====== GIVEN RECORDS

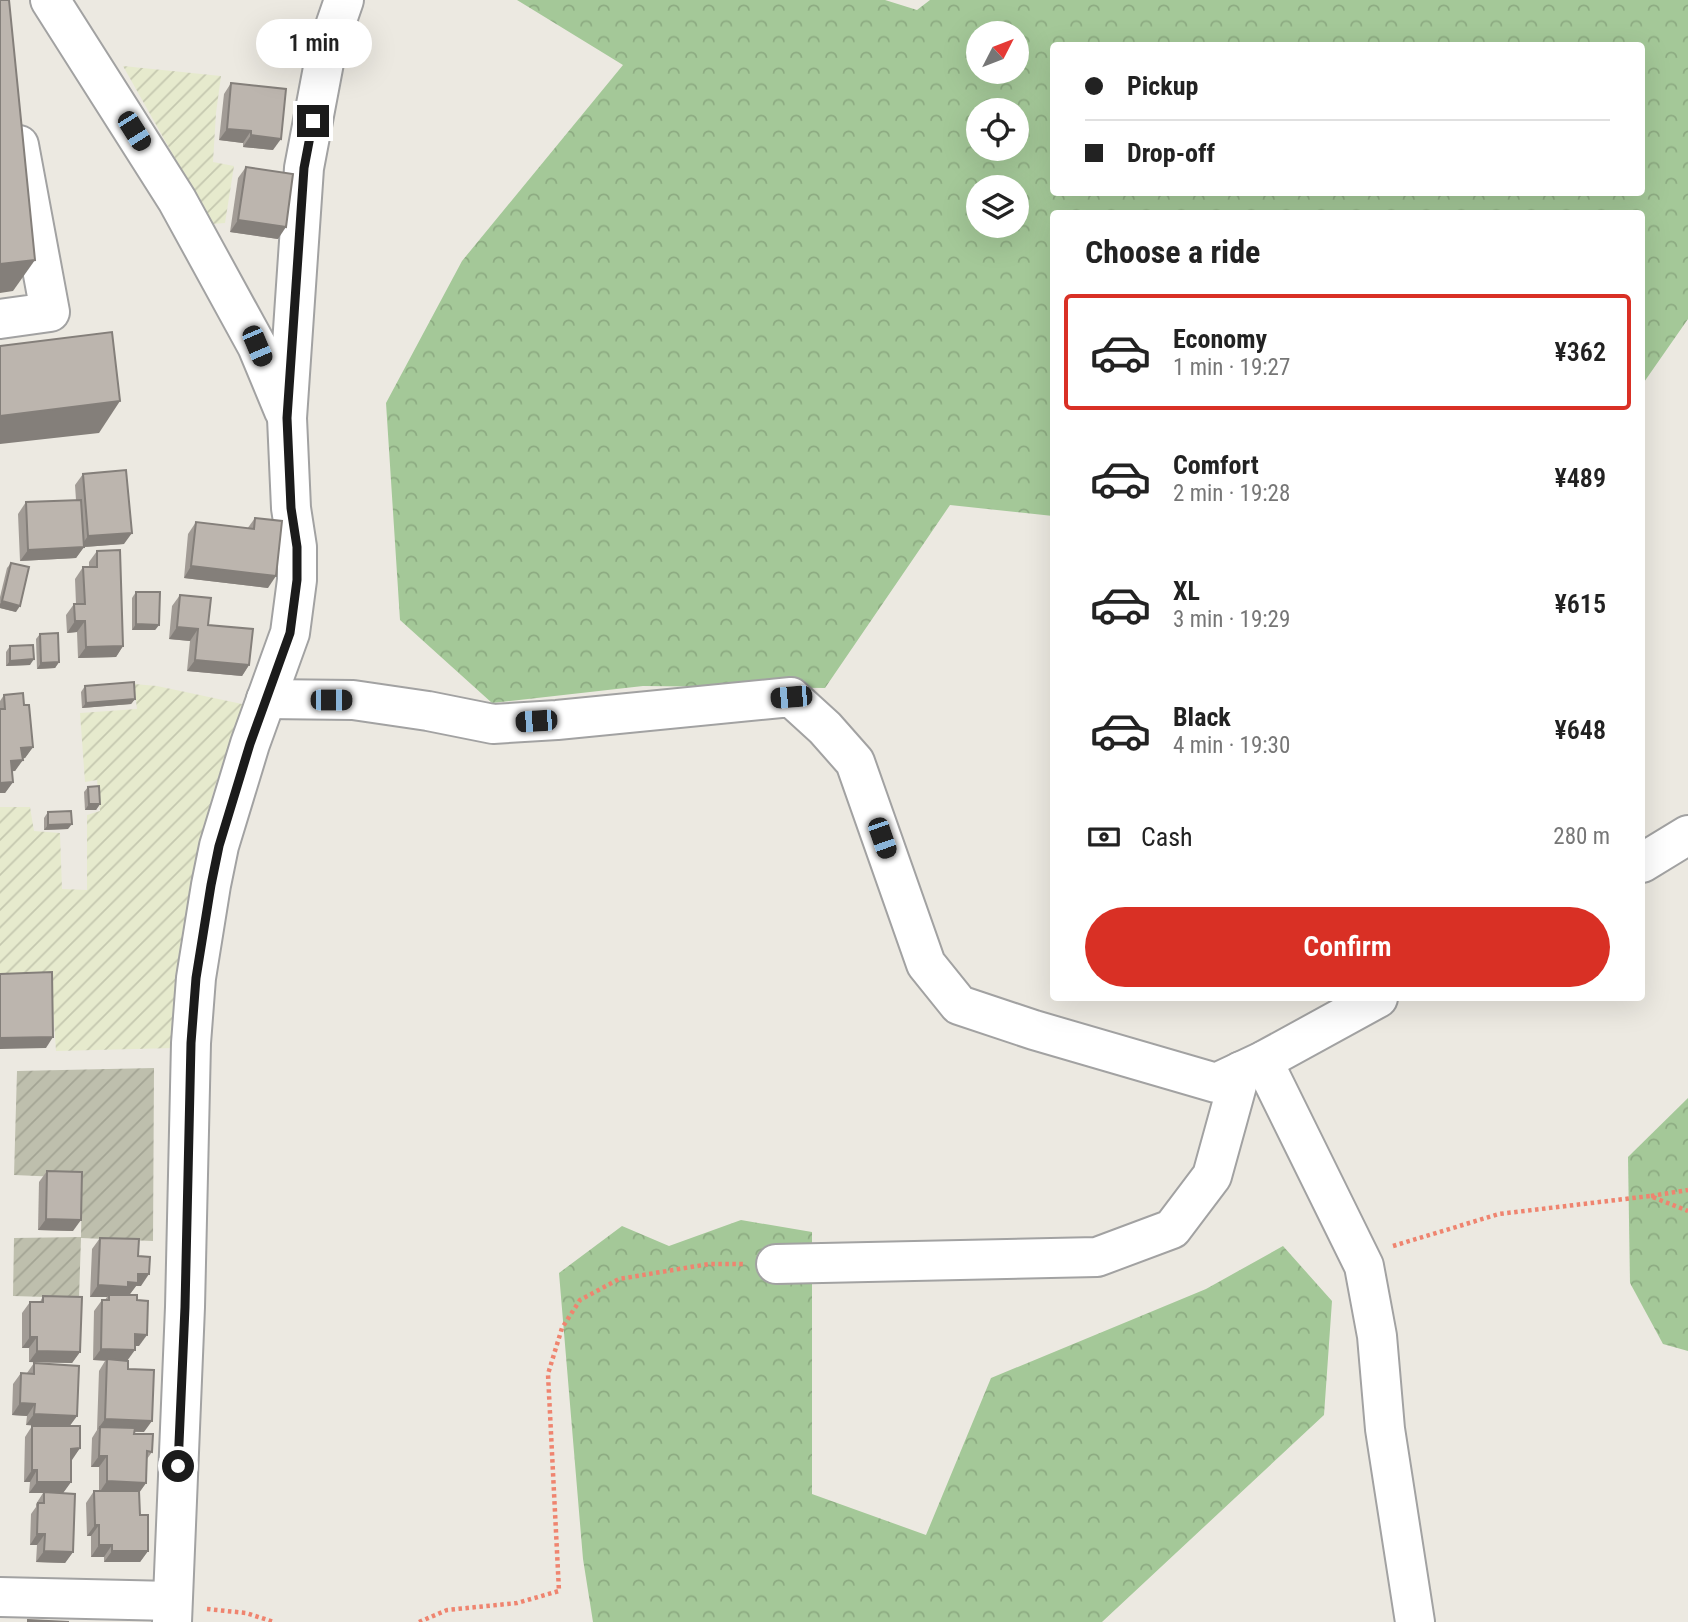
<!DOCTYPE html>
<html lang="en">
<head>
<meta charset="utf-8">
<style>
	body { margin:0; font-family:"Roboto Condensed",sans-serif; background:#f2f2f2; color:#222; height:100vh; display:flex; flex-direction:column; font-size:26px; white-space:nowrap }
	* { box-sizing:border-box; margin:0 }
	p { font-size:23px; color:#767676 }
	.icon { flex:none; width:38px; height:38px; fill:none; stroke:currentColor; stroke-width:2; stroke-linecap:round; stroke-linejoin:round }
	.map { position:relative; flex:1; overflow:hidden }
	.sheet { position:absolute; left:1050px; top:210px; width:595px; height:791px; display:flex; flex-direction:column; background:#fff; border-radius:7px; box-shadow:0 7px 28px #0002 }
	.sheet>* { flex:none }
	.hud { position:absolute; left:1050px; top:42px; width:595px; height:154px; border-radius:7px; box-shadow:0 7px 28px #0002; display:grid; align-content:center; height:154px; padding:0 35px; background:#fff }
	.needle { width:46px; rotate:48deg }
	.controls { position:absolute; left:966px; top:21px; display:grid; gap:14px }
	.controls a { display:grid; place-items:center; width:63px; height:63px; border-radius:50%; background:#fff; box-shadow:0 7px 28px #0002; font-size:35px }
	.end { position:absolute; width:32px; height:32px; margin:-16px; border:9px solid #1b1b1b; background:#fff; box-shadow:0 0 0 4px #fff }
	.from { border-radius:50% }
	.bubble { position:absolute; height:49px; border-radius:24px; background:#fff; box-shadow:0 7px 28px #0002; font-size:23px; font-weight:600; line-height:49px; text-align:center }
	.car { position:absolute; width:21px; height:42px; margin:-21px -10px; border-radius:9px; box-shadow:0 0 5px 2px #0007; background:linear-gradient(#222 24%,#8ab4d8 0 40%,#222 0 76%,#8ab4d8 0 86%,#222 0) }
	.hud b { display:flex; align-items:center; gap:24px; height:66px; font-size:26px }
	.hud b+b { border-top:2px solid #e0e0e0 }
	.hud i { width:18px; height:18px; background:#222 }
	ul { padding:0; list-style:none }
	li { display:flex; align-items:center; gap:21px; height:116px; margin:0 14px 10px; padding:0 21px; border:4px solid transparent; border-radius:7px }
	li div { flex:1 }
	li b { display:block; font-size:26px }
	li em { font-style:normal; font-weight:600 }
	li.selected { border-color:#d93025 }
	li>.icon { width:63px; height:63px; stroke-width:1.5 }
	h2 { padding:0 35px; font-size:32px; line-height:84px }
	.pay { display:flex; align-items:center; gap:18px; height:77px; padding:0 35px; font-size:26px }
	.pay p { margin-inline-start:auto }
	.primary-button { display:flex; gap:14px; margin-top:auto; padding:14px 35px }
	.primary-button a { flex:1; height:80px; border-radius:42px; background:#d93025; color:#fff; font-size:28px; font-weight:600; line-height:80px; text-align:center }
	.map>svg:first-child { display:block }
</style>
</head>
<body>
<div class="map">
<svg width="1688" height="1622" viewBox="0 0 1688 1622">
	<defs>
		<pattern id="construction-furrows" width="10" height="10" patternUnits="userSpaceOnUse" patternTransform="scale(1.75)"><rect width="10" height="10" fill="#bebfad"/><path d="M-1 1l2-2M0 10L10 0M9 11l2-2" fill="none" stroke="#a3a494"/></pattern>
		<pattern id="farmland-furrows" width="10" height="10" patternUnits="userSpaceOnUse" patternTransform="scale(1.75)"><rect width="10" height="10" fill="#e6eacd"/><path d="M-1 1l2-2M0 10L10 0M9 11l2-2" fill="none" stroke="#c5c8af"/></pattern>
		<pattern id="forest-crowns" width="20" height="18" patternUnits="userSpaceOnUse" patternTransform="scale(1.75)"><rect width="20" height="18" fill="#a4c898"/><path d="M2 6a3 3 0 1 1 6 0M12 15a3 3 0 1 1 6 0" fill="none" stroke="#8dab82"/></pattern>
	</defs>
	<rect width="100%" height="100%" fill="#ece9e1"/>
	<polygon fill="url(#construction-furrows)" points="154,1068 153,1241 81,1238 79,1298 13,1296 14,1238 81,1237 82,1178 14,1175 17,1071"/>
	<g fill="url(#farmland-furrows)">
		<polygon points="123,66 221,76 216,113 213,162 234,166 225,223 212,224"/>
		<polygon points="134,684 157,686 242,704 243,709 215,786 200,840 191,893 174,1048 56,1051 51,977 0,975 0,807 30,807 34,831 60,833 62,889 87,890 87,815 100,811 97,780 85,782 80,713 137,709"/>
	</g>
	<g fill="url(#forest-crowns)" fill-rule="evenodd">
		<path d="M517,0h368l32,10 13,-10h758v319l-46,66v-171h-588l-1,302 -103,-11 -125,183 -182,-2 -151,17 -92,-83 -14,-217 76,-142 161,-196zM978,33h39v39h-39zM1054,46h588v146h-588zM978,110h39v39h-39zM978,187h39v39h-39z"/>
		<polygon points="1688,1098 1688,1351 1663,1344 1630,1283 1628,1157"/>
		<polygon points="741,1220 812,1232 812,1494 926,1535 991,1378 1206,1289 1283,1246 1332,1301 1324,1415 1102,1622 593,1622 583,1559 559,1273 622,1226 669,1246"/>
	</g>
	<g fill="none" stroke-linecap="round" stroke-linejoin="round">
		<g stroke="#a2a2a2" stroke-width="42">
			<g id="minor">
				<polyline points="50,0 177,200 257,346 284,411"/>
				<polyline points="0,319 50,312 19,145"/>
				<polyline points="266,699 353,700 428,711 493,724 557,720 791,697 825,728 855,762 926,964 959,1005 1034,1030 1216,1083 1263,1061 1378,998"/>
				<polyline points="1642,863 1688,835"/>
				<polyline points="1263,1061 1364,1266 1377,1336 1385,1429 1415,1622"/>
				<polyline points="776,1264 1097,1257 1172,1229 1212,1176 1241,1071"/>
				<polyline points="0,1597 172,1601"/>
				<polyline points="172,1622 185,1307 191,1043 196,978 211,885 219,846 250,744 290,633 297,580 297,547 291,508 287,418 304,168 326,52 344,0"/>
			</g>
		</g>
		<g stroke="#ef846f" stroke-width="4.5" stroke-dasharray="3.5 3.5" stroke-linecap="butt">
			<polyline points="1651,1196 1688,1190"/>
			<polyline points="1393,1246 1499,1214 1650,1196 1688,1211"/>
			<polyline points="207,1609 246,1613 274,1622"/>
			<polyline points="419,1622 447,1610 517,1603 559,1591 548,1374 562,1328 580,1300 619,1279 709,1264 744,1264"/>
		</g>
		<use href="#minor" stroke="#fff" stroke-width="38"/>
	</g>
	<g fill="#a29c96">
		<polygon points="231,83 273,150 243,147 243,143 219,140 224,94"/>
		<polygon points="246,167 278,239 230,232 238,178"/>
		<polygon points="83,474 124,544 84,547 76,558 20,561 18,514 26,502 76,500 75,485"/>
		<polygon points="255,518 268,588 184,578 188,534 196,522 247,529"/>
		<polygon points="97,551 123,646 116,657 78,658 77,632 67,633 66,615 74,604 76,604 75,579 83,567 89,567 89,562"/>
		<polygon points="11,563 16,612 0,608 0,597 7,568"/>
		<polygon points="136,592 159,625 155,630 132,630 132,598"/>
		<polygon points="180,595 208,625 249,665 242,676 187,671 190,641 169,639 172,606"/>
		<polygon points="40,634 59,662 55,668 37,669 36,639"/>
		<polygon points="10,646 30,665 6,666 6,652"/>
		<polygon points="85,686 135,699 131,704 82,708 81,692"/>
		<polygon points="4,695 24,705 33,747 25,758 22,759 15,771 12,771 13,782 5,793 0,793 0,701"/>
		<polygon points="88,787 100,804 96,810 85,810 84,792"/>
		<polygon points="48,812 68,829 44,830 44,818"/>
		<polygon points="47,1171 73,1231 38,1230 39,1182"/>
		<polygon points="100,1238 138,1256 141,1286 136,1286 130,1294 123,1294 122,1295 139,1346 135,1346 127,1360 128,1369 144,1432 134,1432 134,1434 152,1452 147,1459 146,1483 139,1493 140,1515 148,1551 140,1562 104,1562 104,1557 91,1557 91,1536 87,1536 86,1503 94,1491 99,1491 99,1467 91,1467 92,1438 97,1430 99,1371 105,1361 93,1360 94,1311 102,1300 105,1300 107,1297 90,1297 92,1249"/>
		<polygon points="43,1296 80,1352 72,1363 29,1362 29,1348 22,1348 22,1313 30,1302 40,1302"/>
		<polygon points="34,1363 77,1416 69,1426 80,1448 71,1460 71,1482 63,1493 73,1552 65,1563 36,1562 37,1545 30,1545 31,1514 36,1507 36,1504 43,1493 29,1493 30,1482 24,1482 25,1437 32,1426 48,1426 26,1425 27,1416 12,1415 13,1384 21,1373 27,1373"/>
	</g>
	<g fill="#847f7a">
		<polygon points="227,129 251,131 243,143 219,140"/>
		<polygon points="251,135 281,139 273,150 243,147"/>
		<polygon points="238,220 286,227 278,239 230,232"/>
		<polygon points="35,260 13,291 0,293 0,264"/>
		<polygon points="120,401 99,433 0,444 0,416"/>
		<polygon points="132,533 124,544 84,547 76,558 20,561 28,550 80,547 88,536"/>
		<polygon points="191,566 276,576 268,588 184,578"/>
		<polygon points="2,601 20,606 16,612 0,608 0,604"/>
		<polygon points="75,621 85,621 77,632 67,633"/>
		<polygon points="136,624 159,625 155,630 132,630"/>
		<polygon points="177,627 198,629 190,641 169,639"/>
		<polygon points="123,646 116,657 78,658 86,647"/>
		<polygon points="34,659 30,665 6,666 10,661"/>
		<polygon points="195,660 249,665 242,676 187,671"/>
		<polygon points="59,662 55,668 37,669 41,663"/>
		<polygon points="135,699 131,704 82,708 86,703"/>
		<polygon points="33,747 25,758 13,759 21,748"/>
		<polygon points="23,760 15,771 3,772 11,761"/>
		<polygon points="13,782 5,793 0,793 0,783"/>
		<polygon points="89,804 100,804 96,810 85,810"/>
		<polygon points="72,824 68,829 44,830 48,825"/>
		<polygon points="53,1037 46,1048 0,1049 0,1038"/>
		<polygon points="46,1219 81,1220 73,1231 38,1230"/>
		<polygon points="138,1274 149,1274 141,1286 136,1286 130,1294 123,1294 120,1298 109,1295 107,1297 90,1297 98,1285 128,1282"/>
		<polygon points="135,1334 147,1335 139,1346 127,1346"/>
		<polygon points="30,1337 37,1337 29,1348 22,1348"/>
		<polygon points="101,1349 135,1350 127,1361 93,1360"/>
		<polygon points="37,1351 80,1352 72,1363 29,1362"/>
		<polygon points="20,1403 35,1404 27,1416 12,1415"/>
		<polygon points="34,1414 77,1416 69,1427 26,1425"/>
		<polygon points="105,1419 152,1421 144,1432 100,1430 100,1427 97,1430"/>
		<polygon points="80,1448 72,1460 63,1460 71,1449"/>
		<polygon points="99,1456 107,1456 99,1467 91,1467"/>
		<polygon points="32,1470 37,1470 30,1482 24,1482"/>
		<polygon points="107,1481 146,1483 138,1494 99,1493"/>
		<polygon points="37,1482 71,1482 63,1493 29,1493"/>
		<polygon points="95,1525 99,1525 91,1536 87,1536"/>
		<polygon points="37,1534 45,1534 37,1545 30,1545"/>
		<polygon points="99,1545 112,1545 104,1557 91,1557"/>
		<polygon points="44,1551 73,1552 65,1563 36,1562"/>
		<polygon points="112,1551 148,1551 140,1562 104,1562"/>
	</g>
	<g fill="#bcb5ae" stroke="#847f7a" stroke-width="2">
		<polygon points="0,0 9,0 35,260 0,264"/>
		<polygon points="231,83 286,89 281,139 251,135 251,131 227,129"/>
		<polygon points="246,167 293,174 286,227 238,220"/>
		<polygon points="112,332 120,401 0,416 0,346"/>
		<polygon points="126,470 132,533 88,536 83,474"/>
		<polygon points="81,500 84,547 28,550 26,502"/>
		<polygon points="255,518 282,521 276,576 191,566 196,522 254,529"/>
		<polygon points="120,550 123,646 86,647 85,621 75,621 74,604 85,604 83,567 97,567 97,551"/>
		<polygon points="11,563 29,567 20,606 2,601"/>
		<polygon points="136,592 160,592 159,625 136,624"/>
		<polygon points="180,595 211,598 208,625 253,629 249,665 195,660 198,629 177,627"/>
		<polygon points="58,633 59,662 41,663 40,634"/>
		<polygon points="33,645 34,659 10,661 10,646"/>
		<polygon points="134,682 135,699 86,703 85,686"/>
		<polygon points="23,693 24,705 29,705 33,747 21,748 23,760 11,761 13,782 0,783 0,709 5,709 4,695"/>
		<polygon points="99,786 100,804 89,804 88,787"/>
		<polygon points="71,811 72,824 48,825 48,812"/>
		<polygon points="52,972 53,1037 0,1038 0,974"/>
		<polygon points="47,1171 82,1172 81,1220 46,1219"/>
		<polygon points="100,1238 139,1239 138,1256 150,1257 149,1274 138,1274 138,1283 128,1282 128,1287 98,1285"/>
		<polygon points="109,1295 137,1295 137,1300 148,1301 147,1335 135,1334 135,1350 101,1349 102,1300 109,1300"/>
		<polygon points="43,1296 82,1297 80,1352 37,1351 37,1337 30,1337 30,1302 43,1302"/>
		<polygon points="107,1359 128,1361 128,1369 154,1370 152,1421 105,1419"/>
		<polygon points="34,1363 79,1366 77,1416 34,1414 35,1404 20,1403 21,1373 34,1374"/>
		<polygon points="32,1426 80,1426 80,1448 71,1449 71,1482 37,1482 37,1470 32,1470"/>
		<polygon points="100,1427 135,1428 134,1434 153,1434 152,1452 147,1451 146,1483 107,1481 107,1456 99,1456"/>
		<polygon points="94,1491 139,1491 140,1515 148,1515 148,1551 112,1551 112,1545 99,1545 99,1525 95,1525"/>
		<polygon points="44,1492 75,1494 73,1552 44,1551 45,1534 37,1534 38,1503 44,1503"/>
		<polygon points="28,1620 69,1622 28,1622"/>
	</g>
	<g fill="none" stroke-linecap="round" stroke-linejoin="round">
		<polyline stroke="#1b1b1b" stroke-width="9" points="178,1466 185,1307 191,1043 196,978 211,885 219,846 250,744 290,633 297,580 297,547 291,508 287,418 304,168 313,121"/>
	</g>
</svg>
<div class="controls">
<a><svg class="needle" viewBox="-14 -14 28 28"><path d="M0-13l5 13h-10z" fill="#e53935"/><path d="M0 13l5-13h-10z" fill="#767676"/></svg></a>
<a><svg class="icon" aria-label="locate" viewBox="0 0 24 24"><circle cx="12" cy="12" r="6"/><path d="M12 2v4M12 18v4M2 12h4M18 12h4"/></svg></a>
<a><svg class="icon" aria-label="layers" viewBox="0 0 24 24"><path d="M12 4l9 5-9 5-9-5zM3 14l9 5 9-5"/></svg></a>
</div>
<i class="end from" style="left:178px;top:1466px"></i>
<i class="end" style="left:313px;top:121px"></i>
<div class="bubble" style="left:256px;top:19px;width:116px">1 min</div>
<i class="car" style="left:134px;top:131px;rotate:148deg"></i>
<i class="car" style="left:257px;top:346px;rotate:157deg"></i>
<i class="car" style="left:791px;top:697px;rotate:265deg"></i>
<i class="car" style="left:331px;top:700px;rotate:90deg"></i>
<i class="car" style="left:536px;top:721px;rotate:266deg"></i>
<i class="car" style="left:882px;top:838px;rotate:161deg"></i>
<div class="hud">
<b><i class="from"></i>Pickup</b>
<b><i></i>Drop-off</b>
</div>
<section class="sheet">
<h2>Choose a ride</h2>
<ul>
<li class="selected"><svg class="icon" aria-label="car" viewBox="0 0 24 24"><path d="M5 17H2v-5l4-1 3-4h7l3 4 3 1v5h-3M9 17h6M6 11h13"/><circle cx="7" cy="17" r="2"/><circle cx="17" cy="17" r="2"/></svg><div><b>Economy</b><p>1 min · 19:27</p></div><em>¥362</em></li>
<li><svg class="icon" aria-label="car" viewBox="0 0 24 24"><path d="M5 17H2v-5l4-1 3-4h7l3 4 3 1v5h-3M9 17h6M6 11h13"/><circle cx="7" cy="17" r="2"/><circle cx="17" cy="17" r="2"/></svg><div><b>Comfort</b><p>2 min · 19:28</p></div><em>¥489</em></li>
<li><svg class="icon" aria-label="car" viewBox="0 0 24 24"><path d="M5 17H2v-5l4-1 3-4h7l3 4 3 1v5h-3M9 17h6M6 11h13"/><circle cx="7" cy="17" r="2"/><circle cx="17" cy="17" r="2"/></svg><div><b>XL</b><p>3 min · 19:29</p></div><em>¥615</em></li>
<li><svg class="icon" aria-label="car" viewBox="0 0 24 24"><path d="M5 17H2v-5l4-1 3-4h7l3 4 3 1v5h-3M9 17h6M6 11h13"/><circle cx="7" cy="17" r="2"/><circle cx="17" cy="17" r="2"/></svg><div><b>Black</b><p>4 min · 19:30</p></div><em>¥648</em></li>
</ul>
<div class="pay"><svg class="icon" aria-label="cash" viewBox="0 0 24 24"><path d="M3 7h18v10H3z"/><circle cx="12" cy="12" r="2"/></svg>Cash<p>280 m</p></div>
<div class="primary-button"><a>Confirm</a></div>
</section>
</div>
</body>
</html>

============

**WORK ITEM**
Your answer should consist of all lines in the listing above that contain "bubble".

**RESPONSE BELOW**
	.bubble { position:absolute; height:49px; border-radius:24px; background:#fff; box-shadow:0 7px 28px #0002; font-size:23px; font-weight:600; line-height:49px; text-align:center }
<div class="bubble" style="left:256px;top:19px;width:116px">1 min</div>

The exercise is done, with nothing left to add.